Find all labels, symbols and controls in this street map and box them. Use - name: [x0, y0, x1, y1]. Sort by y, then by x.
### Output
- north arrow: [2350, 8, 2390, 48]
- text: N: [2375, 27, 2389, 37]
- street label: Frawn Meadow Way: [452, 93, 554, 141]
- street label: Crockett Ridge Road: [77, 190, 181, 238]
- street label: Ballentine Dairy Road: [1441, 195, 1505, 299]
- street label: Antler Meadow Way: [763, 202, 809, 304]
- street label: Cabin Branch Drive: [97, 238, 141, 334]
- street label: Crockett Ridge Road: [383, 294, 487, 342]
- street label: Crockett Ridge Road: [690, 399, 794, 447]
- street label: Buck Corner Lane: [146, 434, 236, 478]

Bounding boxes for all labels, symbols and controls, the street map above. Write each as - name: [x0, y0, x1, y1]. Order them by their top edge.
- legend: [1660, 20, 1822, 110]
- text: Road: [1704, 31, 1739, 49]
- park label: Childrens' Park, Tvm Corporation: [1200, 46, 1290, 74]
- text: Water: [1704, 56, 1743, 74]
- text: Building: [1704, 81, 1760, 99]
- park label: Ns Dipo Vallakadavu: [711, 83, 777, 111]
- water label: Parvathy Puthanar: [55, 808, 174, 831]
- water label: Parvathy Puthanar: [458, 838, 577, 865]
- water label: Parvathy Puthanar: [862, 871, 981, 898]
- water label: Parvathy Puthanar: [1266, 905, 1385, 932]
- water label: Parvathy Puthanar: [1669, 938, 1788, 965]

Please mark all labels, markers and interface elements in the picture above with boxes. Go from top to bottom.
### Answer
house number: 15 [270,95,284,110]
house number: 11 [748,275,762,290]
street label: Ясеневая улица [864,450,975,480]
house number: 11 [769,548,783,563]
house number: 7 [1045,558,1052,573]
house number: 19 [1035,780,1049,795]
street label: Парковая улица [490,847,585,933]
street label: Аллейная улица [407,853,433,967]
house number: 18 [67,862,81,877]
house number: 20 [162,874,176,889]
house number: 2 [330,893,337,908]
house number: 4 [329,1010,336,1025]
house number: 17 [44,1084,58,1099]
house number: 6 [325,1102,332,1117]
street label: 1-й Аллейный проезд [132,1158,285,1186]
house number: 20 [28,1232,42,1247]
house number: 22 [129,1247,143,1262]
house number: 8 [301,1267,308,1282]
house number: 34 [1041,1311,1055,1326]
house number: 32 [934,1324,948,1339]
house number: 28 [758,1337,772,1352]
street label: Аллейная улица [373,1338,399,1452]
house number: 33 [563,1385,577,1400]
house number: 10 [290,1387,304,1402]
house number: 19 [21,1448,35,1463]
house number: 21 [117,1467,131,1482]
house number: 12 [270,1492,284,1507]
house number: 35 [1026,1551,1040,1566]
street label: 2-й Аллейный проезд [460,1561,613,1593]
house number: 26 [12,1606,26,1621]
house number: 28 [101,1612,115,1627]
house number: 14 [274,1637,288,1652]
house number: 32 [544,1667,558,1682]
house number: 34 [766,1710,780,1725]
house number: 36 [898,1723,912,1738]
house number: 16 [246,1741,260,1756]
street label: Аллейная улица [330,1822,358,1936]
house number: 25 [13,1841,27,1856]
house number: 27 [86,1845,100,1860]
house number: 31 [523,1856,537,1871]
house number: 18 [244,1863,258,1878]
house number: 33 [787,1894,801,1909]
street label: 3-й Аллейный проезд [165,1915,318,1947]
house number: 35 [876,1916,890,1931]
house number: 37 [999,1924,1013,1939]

- - - - -

The problem:
In the records, which lines use the word "улица"? Report them.

Reply:
street label: Ясеневая улица [864,450,975,480]
street label: Парковая улица [490,847,585,933]
street label: Аллейная улица [407,853,433,967]
street label: Аллейная улица [373,1338,399,1452]
street label: Аллейная улица [330,1822,358,1936]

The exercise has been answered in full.